## About this exercise
Write all of the lines below out again, exactly as they stand.
================================
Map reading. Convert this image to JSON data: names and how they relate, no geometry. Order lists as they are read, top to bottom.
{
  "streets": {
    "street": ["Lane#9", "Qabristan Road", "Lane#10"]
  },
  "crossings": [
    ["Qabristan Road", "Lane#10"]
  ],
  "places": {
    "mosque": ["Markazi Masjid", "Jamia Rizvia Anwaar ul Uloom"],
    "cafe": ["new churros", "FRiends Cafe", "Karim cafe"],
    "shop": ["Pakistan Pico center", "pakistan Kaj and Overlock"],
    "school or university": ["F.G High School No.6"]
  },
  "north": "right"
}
================================
## Response box
Map reading. Convert this image to JSON data: names and how they relate, no geometry. Order lists as they are read, top to bottom.
{
  "streets": {
    "street": ["Lane#9", "Qabristan Road", "Lane#10"]
  },
  "crossings": [
    ["Qabristan Road", "Lane#10"]
  ],
  "places": {
    "mosque": ["Markazi Masjid", "Jamia Rizvia Anwaar ul Uloom"],
    "cafe": ["new churros", "FRiends Cafe", "Karim cafe"],
    "shop": ["Pakistan Pico center", "pakistan Kaj and Overlock"],
    "school or university": ["F.G High School No.6"]
  },
  "north": "right"
}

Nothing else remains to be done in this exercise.